Wednesday, November 18, 2015
10:26 AM
If you get hurt at work badly enough to miss time, you may eventually run across the term “average weekly wage” or “AWW.” What is it and why does it matter? It is a kind of “index” of your earnings in the time frame that is considered relevant under the law for measuring the loss of earnings that you deserve under the applicable workers’ compensation system. Once you calculate “AWW,” your weekly wage replacement check from the workers’ compensation insurance company will be based on AWW. In most systems your weekly wage replacement (also called “indemnity”) check will be 66-2/3% of AWW. If you have a job where your earnings are the same week in and week out, you can just think of it like this: “If I get hurt at work and can’t work, the insurance company should pay me 2/3 of my normal pay.”
If you have a job where your earnings go up and down, AWW creates an average by looking backward from your date of injury at your previous paychecks. Usually you look back 6 months, or one year, average all those paychecks, and there’s AWW. Sometimes you leave out low weeks, or zero weeks, and sometimes you don’t. Calculating AWW can be its own special art form in a complicated case.
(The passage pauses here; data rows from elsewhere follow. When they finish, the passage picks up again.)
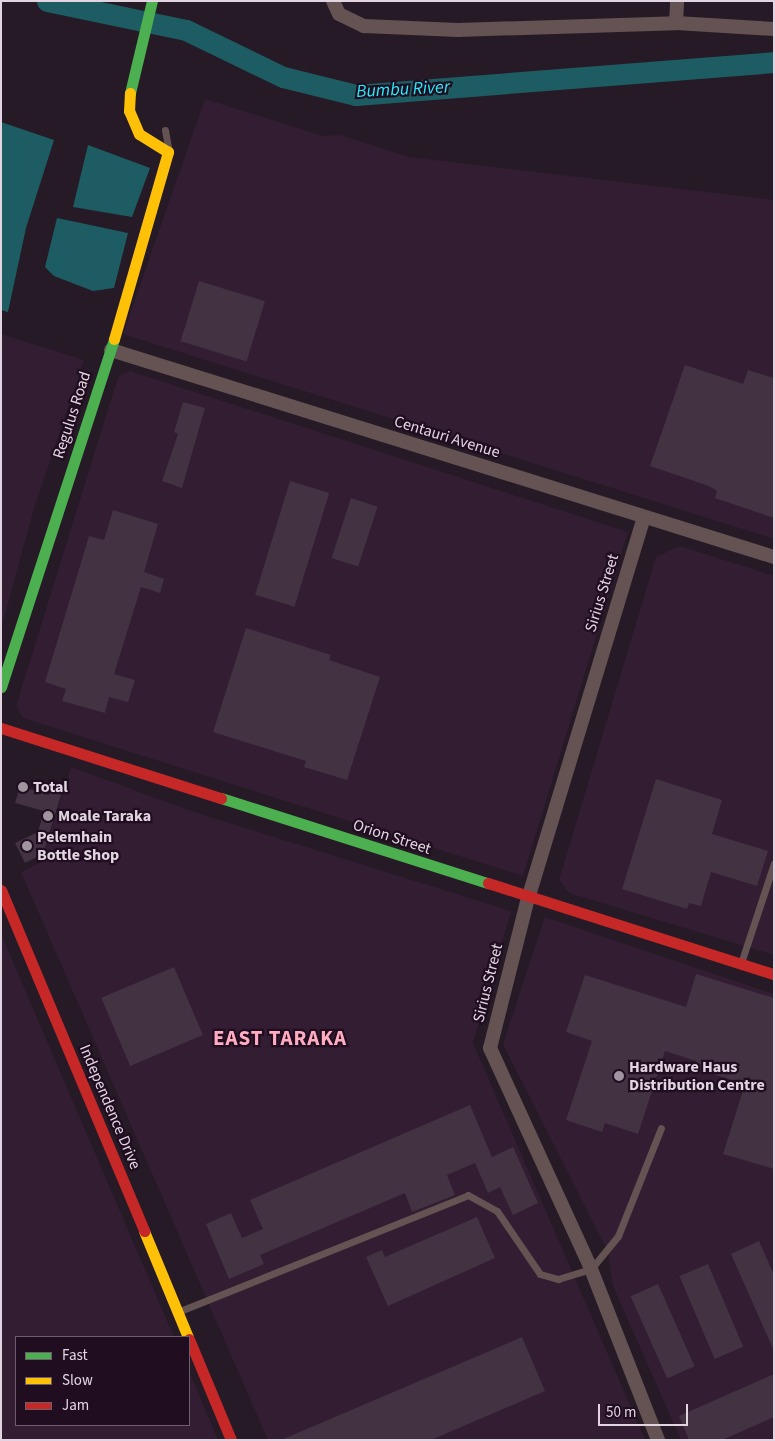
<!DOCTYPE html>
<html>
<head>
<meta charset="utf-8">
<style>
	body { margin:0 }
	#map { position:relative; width:775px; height:1441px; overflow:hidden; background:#251a25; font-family:"Source Sans 3",sans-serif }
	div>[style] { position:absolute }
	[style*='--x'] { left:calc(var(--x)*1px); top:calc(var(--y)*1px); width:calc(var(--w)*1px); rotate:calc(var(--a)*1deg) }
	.built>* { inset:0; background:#331d33 }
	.water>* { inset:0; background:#1e5c63 }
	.river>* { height:21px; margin:-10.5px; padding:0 10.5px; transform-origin:10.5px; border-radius:10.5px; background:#1e5c63 }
	.building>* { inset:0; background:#423242; transform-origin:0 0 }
	.lane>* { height:7px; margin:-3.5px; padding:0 3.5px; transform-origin:3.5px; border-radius:3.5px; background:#655252 }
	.street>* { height:14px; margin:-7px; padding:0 7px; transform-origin:7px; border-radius:7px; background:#655252 }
	.fast>* { height:11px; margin:-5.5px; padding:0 5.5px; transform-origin:5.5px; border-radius:5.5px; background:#4caf50 }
	.slow>* { height:11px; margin:-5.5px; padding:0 5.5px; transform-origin:5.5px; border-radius:5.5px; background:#ffc107 }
	.jam>* { height:11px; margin:-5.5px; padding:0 5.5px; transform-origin:5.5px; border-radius:5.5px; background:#c62828 }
	.dots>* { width:14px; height:14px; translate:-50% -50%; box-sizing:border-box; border:2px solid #200d20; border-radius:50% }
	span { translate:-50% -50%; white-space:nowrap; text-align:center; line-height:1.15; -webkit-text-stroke:4.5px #200d20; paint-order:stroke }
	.street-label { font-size:16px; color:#e2d5e1 }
	.poi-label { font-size:16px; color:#e2d5e1; font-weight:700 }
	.left { translate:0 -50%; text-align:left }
	.water-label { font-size:18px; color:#24edfd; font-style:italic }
	.district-label { font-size:21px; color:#ffacc0; font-weight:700; letter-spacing:1px }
	.frame { position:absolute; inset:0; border:2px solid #e2d5e1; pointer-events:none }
	.legend { position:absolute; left:15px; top:1336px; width:175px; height:90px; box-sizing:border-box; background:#200d20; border:1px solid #6e5d6d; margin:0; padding:6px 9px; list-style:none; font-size:15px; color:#e2d5e1 }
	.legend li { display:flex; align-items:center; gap:10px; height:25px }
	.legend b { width:25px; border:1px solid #6e5d6d }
	.scale { position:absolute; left:598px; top:1404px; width:90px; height:22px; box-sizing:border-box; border:2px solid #e2d5e1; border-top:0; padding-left:6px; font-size:15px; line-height:18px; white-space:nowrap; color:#e2d5e1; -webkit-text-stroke:4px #200d20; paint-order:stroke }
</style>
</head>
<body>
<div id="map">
	<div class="built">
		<i style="clip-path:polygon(205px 99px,323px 136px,340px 135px,409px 157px,774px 200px,774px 539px,123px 334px)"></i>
		<i style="clip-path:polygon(1px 334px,84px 360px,35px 505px,1px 629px)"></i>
		<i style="clip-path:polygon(130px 371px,628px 532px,523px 876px,23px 718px,16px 706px,118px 377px)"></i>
		<i style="clip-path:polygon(680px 546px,774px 576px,774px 955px,569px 893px,559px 880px,656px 557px)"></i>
		<i style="clip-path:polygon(71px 767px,194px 812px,511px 911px,473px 1043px,645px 1440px,268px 1440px,21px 872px,41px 862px)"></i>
		<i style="clip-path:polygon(545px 917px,774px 994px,774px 1440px,681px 1440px,613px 1286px,608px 1252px,503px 1044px)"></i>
		<i style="clip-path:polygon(1px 934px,174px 1337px,16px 1337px,16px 1425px,189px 1425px,189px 1371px,218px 1440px,1px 1440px)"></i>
	</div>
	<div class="water">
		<i style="clip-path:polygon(1px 122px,54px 140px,26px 228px,8px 312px,1px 310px)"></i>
		<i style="clip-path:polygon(88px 145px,150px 168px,132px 217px,73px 207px)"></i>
		<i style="clip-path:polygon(57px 218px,128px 233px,114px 288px,93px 291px,54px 276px,45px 267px)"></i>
	</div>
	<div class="river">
		<i style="--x:47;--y:1;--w:142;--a:11.8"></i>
		<i style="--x:186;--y:30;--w:108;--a:25.9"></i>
		<i style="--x:283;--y:77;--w:75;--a:13.9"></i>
		<i style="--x:356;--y:95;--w:419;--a:-4.5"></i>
	</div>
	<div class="building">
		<i style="left:199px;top:281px;width:69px;height:63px;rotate:17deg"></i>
		<i style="clip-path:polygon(685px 365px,743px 384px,748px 370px,774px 378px,774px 518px,715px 498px,717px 491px,709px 486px,650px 466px)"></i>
		<i style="clip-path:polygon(183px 402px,205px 408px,182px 488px,162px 481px,178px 434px,174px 432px)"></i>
		<i style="left:290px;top:481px;width:41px;height:119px;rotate:17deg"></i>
		<i style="left:351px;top:498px;width:28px;height:63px;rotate:18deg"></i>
		<i style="clip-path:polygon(113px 510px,158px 524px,144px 572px,164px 579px,160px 593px,141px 587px,114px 674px,135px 680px,128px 702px,109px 697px,105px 713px,62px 701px,66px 689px,45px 682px,89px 536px,104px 540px)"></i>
		<i style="clip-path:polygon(246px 628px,331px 655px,329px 660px,380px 677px,347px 780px,304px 767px,306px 761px,213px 732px)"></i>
		<i style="clip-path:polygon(656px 779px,722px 800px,712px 834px,768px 851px,757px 886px,711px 872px,701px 906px,689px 903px,687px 909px,622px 889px)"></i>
		<i style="clip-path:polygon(20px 786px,49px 795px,51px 789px,62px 792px,43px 854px,25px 863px,15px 843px,38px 832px,44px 811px,15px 803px)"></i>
		<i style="left:174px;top:967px;width:74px;height:79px;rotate:67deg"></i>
		<i style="clip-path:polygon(696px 974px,774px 998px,774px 1169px,723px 1154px,745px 1084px,694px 1068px,696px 1061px,665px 1051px,638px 1134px,605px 1123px,602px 1132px,566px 1120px,592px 1041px,566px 1032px,585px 975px,686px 1007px)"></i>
		<i style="clip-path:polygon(470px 1105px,492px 1157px,513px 1147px,538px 1203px,513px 1215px,500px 1187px,488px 1193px,475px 1163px,447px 1175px,455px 1195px,412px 1212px,405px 1193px,260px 1255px,264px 1264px,229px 1279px,206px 1224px,231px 1213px,242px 1238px,263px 1229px,250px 1200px)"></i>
		<i style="clip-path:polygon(477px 1217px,495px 1258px,388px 1306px,366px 1257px,382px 1250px,385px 1257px)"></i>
		<i style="clip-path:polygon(759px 1241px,774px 1275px,774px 1351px,731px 1254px)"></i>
		<i style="left:708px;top:1264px;width:90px;height:31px;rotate:67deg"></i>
		<i style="left:658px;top:1284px;width:90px;height:30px;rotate:66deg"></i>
		<i style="clip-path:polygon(522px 1337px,545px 1391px,431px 1440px,281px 1440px)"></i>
		<i style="clip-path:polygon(774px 1374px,774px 1417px,722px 1440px,689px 1440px,679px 1416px)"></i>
	</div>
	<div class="lane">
		<i style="--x:165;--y:130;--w:17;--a:80"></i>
		<i style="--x:741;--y:963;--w:105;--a:-71.7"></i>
		<i style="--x:180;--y:1311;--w:310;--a:-21.9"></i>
		<i style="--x:468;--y:1195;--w:33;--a:29"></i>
		<i style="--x:497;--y:1211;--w:76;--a:55.7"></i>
		<i style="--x:540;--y:1274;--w:19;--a:16"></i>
		<i style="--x:558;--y:1279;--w:34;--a:-17"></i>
		<i style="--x:591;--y:1269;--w:43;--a:-50.7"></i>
		<i style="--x:618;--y:1236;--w:116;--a:-68.3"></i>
	</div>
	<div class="street">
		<i style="--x:333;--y:1;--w:14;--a:65"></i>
		<i style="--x:339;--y:14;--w:28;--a:26"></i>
		<i style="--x:364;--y:26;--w:94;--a:2.4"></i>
		<i style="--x:458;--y:30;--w:218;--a:-1.8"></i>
		<i style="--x:676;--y:23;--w:22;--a:-87"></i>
		<i style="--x:676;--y:23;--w:98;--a:3.5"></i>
		<i style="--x:111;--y:350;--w:695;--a:17.34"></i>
		<i style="--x:644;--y:517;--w:398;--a:106.9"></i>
		<i style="--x:528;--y:898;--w:155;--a:104.2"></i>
		<i style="--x:490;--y:1048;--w:243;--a:65.4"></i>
		<i style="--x:591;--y:1269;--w:184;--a:68.6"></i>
	</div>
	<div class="fast">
		<i style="--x:130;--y:93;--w:95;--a:-76.6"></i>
		<i style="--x:1;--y:687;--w:366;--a:-72"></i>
		<i style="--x:221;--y:798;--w:280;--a:17.7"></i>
	</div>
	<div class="slow">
		<i style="--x:114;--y:339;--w:195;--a:-73.9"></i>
		<i style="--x:168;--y:152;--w:34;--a:-148"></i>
		<i style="--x:139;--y:134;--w:25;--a:-113"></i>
		<i style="--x:129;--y:111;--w:18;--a:-87"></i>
		<i style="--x:144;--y:1231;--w:115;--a:67.5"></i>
	</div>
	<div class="jam">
		<i style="--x:1;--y:728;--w:231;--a:17.7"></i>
		<i style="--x:488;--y:883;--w:300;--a:17.7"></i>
		<i style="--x:1;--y:890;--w:370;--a:67.2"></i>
		<i style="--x:189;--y:1339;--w:109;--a:67.4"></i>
	</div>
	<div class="dots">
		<i style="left:23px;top:787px;background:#a0949f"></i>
		<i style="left:48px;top:816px;background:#a0949f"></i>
		<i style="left:27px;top:846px;background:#a0949f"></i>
		<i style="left:619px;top:1076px;background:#a0949f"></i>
	</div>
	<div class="street-label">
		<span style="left:72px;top:415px;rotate:-72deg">Regulus Road</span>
		<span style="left:447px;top:437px;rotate:17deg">Centauri Avenue</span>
		<span style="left:602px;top:593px;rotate:-73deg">Sirius Street</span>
		<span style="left:392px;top:837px;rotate:18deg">Orion Street</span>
		<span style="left:488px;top:983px;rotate:-76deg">Sirius Street</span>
		<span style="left:110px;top:1107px;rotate:67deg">Independence Drive</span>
	</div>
	<div class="poi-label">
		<span class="left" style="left:33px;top:787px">Total</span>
		<span class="left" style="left:58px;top:816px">Moale Taraka</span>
		<span class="left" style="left:37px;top:846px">Pelemhain<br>Bottle Shop</span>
		<span class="left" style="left:629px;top:1076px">Hardware Haus<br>Distribution Centre</span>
	</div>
	<div class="water-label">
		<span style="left:403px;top:90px;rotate:-3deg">Bumbu River</span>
	</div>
	<div class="district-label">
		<span style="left:280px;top:1038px">EAST TARAKA</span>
	</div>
	<div class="frame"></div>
	<ul class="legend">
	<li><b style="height:6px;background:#4caf50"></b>Fast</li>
	<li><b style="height:6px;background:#ffc107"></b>Slow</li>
	<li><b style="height:6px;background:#c62828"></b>Jam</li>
	</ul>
	<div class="scale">50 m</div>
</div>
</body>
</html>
“Concurrent earnings,” or what you might call “working more than job,” is just like “normal” AWW–you just calculate AWW from all of your jobs combined. (Look here for more on Concurrent Earnings.) The effect is to “boost” your AWW so that it reflects earnings from all jobs, not just the one you were working in when you got hurt. Higher AWW means higher indemnity payments. And because other things in workers’ comp are based on AWW, it may mean higher compensation for permanent impairment (look here for an explanation of permanent impairment) and perhaps other benefits too.
Bottom line: If you are hurt at work and miss work time from your injuries, be sure that you tell your lawyer about ALL jobs you worked at the time you got hurt, even if you weren’t scheduled to work your second (or third or fourth) job on the day you got hurt.